Kur'ân'da özellikle Allah sevgisine ve Allah'ın sevdiği insanların niteliklerine sıkça vurgu yapılmıştır. Allah sevgisinin iki boyutu vardır. Biri Allah'ı sevmek, diğeri Allah'ın insanları sevmesidir. İnsanların, en çok Allah'ı sevmeleri gerekir. Çünkü insanı yaratan, yaşatan ve rızık veren O'dur. Allah'ı sevmek, O'na îmân etmenin gereğidir. (Buhârî, Îman, 1) Kur'ân'da îmân eden kimselerin en çok Allah'ı sevdikleri bildirilmiştir. (Bakara, 2/165) (İ.K.)

HUBBÜLLAH


Allah sevgisi demektir. Allah'ı sevmek; O'nun sevap, nimet, rıza, hoşnutluk ve yakınlığını arzu etmektir.

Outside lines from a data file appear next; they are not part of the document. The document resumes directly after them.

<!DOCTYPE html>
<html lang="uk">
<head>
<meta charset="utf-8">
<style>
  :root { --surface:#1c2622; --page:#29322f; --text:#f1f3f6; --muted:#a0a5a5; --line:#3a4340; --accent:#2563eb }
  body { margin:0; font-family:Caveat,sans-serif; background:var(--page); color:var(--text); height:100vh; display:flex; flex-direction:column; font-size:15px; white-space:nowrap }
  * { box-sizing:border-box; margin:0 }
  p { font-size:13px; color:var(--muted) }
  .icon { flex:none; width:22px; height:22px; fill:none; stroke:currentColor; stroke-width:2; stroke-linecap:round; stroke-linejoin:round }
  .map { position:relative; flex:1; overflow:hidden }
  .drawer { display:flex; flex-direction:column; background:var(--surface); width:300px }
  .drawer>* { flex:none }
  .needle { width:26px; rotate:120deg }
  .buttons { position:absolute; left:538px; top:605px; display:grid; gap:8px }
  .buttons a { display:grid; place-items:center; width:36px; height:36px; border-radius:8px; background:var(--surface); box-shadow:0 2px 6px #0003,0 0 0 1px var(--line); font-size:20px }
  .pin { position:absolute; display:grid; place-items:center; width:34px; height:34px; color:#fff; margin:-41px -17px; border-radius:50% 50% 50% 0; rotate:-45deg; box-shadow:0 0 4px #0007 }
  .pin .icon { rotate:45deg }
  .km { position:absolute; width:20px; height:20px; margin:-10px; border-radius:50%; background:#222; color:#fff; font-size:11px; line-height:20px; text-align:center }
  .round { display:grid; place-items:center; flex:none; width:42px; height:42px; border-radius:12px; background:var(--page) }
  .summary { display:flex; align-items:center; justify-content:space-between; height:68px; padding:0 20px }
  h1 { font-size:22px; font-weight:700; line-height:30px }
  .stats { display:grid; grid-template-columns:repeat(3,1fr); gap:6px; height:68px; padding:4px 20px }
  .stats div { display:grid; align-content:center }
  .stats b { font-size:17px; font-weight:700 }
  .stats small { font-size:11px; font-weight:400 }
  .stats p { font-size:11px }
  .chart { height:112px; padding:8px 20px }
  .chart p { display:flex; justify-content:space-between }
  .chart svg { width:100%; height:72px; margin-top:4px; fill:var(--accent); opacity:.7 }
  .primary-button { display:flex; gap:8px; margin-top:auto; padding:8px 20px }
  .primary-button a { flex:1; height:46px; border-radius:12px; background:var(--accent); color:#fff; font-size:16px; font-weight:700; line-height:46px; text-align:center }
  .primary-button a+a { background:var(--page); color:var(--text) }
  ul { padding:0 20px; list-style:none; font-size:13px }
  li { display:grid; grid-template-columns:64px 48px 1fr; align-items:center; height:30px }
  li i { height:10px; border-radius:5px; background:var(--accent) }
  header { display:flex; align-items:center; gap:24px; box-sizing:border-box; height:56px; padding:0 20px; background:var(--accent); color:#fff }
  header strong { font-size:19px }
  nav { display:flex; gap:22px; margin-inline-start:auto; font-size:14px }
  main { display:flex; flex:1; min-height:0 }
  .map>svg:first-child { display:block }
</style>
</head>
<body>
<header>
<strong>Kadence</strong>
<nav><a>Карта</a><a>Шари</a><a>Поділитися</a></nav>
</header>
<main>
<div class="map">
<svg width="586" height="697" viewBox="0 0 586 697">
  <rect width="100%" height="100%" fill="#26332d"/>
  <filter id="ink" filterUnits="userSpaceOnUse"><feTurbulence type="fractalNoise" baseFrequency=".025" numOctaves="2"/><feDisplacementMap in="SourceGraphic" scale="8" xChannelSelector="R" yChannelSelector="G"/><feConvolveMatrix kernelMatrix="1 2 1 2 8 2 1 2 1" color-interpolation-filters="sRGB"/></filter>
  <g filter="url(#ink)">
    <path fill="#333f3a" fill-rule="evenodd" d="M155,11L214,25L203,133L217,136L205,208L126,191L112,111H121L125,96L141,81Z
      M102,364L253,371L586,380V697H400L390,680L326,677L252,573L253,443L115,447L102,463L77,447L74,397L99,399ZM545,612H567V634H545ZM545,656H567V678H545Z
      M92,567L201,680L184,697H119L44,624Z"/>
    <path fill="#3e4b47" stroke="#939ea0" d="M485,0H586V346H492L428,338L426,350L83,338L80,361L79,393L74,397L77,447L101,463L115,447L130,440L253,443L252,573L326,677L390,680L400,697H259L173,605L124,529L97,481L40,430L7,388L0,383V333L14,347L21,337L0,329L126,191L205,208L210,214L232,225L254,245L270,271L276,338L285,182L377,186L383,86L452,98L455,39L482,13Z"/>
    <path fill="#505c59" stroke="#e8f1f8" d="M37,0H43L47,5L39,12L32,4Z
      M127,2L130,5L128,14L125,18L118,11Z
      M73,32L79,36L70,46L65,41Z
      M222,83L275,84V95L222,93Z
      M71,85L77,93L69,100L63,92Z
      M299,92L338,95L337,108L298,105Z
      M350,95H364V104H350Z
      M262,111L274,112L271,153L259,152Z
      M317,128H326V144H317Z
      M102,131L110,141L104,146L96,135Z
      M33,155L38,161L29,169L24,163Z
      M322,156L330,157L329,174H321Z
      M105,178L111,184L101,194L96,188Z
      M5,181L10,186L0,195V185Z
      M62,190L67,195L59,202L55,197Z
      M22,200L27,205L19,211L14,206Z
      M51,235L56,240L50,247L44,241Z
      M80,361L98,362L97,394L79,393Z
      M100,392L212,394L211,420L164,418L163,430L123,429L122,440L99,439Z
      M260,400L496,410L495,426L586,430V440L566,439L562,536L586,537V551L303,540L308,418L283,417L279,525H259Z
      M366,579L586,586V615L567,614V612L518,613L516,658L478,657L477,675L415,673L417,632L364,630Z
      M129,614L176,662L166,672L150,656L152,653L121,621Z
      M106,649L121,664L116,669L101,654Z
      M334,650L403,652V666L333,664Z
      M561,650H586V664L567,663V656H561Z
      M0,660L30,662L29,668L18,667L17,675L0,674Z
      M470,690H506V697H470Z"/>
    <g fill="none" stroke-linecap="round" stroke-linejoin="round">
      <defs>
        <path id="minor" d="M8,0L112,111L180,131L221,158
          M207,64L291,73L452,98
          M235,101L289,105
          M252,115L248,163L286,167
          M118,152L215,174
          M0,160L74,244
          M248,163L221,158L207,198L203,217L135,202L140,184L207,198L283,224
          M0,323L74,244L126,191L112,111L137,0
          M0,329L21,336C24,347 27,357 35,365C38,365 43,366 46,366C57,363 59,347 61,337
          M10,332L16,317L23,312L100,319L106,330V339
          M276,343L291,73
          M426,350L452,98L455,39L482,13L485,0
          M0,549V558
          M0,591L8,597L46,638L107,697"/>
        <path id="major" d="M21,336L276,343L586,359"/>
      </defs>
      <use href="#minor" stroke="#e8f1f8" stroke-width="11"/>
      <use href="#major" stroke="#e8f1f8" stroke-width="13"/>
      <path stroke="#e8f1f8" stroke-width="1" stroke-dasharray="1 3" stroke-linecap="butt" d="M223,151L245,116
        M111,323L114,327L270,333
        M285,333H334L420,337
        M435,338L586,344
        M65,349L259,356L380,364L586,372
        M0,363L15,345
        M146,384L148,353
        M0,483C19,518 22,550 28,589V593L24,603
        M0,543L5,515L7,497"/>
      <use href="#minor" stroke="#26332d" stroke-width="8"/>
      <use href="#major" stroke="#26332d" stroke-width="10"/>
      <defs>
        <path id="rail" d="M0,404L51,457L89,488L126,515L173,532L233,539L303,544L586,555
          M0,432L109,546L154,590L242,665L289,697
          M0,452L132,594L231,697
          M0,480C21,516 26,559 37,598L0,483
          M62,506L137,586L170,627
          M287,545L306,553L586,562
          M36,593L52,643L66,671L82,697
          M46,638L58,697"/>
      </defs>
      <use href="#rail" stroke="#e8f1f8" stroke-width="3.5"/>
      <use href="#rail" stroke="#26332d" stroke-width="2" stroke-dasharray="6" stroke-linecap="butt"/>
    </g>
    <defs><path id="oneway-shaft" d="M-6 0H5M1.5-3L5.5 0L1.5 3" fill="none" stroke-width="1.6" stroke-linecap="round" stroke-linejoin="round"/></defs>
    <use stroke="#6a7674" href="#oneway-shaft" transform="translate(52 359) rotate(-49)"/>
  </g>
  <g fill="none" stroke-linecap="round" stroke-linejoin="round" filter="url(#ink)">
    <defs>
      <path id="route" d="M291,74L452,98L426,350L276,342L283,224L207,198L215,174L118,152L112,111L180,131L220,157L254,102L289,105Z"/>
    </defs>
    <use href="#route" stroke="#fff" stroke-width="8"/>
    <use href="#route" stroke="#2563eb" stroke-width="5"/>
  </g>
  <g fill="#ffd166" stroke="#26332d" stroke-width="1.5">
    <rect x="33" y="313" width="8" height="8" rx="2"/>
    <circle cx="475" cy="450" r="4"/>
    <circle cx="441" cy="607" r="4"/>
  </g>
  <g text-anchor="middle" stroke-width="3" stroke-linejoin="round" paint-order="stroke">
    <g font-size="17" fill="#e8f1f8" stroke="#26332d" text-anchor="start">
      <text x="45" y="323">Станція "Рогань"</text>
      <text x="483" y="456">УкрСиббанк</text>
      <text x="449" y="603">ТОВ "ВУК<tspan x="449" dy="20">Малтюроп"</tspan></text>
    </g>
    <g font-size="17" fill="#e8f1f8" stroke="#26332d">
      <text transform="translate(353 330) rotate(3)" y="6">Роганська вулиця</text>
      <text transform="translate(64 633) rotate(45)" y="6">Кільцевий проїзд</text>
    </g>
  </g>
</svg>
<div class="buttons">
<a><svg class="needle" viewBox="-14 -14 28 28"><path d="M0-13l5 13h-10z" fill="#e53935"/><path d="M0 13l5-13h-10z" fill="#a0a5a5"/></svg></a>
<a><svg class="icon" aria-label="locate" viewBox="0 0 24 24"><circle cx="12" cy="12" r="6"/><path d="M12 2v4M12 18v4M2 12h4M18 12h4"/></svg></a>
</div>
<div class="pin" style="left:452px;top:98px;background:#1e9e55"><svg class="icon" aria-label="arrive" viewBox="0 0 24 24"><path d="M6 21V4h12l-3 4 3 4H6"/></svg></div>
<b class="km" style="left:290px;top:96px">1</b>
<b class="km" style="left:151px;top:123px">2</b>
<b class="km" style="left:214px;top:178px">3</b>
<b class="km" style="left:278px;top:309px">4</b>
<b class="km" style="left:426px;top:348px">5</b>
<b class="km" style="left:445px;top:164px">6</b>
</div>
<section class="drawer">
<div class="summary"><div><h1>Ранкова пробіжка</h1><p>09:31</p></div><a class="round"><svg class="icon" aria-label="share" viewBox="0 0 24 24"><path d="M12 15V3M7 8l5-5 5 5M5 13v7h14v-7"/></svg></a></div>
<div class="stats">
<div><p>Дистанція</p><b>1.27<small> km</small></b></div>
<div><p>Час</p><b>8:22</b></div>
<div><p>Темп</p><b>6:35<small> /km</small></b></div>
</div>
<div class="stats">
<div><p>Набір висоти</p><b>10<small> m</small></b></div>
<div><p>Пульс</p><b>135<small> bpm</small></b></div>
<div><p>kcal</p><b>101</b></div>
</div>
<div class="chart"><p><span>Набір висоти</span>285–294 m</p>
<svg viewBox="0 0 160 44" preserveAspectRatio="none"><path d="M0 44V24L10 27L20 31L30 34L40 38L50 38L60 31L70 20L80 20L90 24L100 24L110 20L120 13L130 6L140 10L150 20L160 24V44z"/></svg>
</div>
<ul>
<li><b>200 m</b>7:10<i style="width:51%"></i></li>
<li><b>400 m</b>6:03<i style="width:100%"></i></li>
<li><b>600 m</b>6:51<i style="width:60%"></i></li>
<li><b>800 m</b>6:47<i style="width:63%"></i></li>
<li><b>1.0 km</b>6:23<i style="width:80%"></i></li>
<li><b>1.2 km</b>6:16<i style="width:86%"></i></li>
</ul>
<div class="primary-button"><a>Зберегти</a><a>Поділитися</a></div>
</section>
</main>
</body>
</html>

Bir insanın Allah'ı seviyor olabilmesi için îmân etmesi, sâlih ameller işlemesi, Allah yolunda çalışması, İslâm'ı yaşama konusunda hiçbir kınayıcının kınamasından korkmaması, mü'minlere karşı mütevâzî olması (Mâide,5/54), son Peygamber Hz. Muhammed (a.s.)'e uyması (Âl-i İmrân, 3/31) gönlü, zihni ve dili ile daima Allah'ı anması, Allah'tan gelene razı olması, Allah için sevmesi, Allah için kızması (Ebû Dâvûd, Sünnet, 16) ve Allah'ın rızasını her şeyin üstünde tutması gerekir. Kur'ân'da, Allah'ın muhsinleri (Bakara, 2/195), muttakileri (Âl-i İmrân, 3/76), söz, fiil ve davranışlarında âdil olanları (Mâide, 5/42), sabırlı olanları (Âl-i İmrân, 3/146) Allah'a güvenenleri (Âl-i İmrân, 3/159), çok temiz olanları (Tevbe, 9/108), tevbekârları (Bakara, 2/222), Allah yolunda çalışanları (Saff, 61/4) ve Hz. Muhammed (a.s.)'e uyanları (Âl-i İmrân, 3/31) sevdiği bildirilmiştir. Anlaşılan o ki; Allah, imân edip Kur'ân ve sünnete uyanları sevmektedir. Allah'ın güzel isimlerinden biri vedûddur. (Hûd, 11/90) Vedûd, çok seven demektir. Allah'ın bir insanı sevmesi; O'nun inanç, söz, fiil ve davranışlarından razı olması ve amellerine sevap vermesi demektir.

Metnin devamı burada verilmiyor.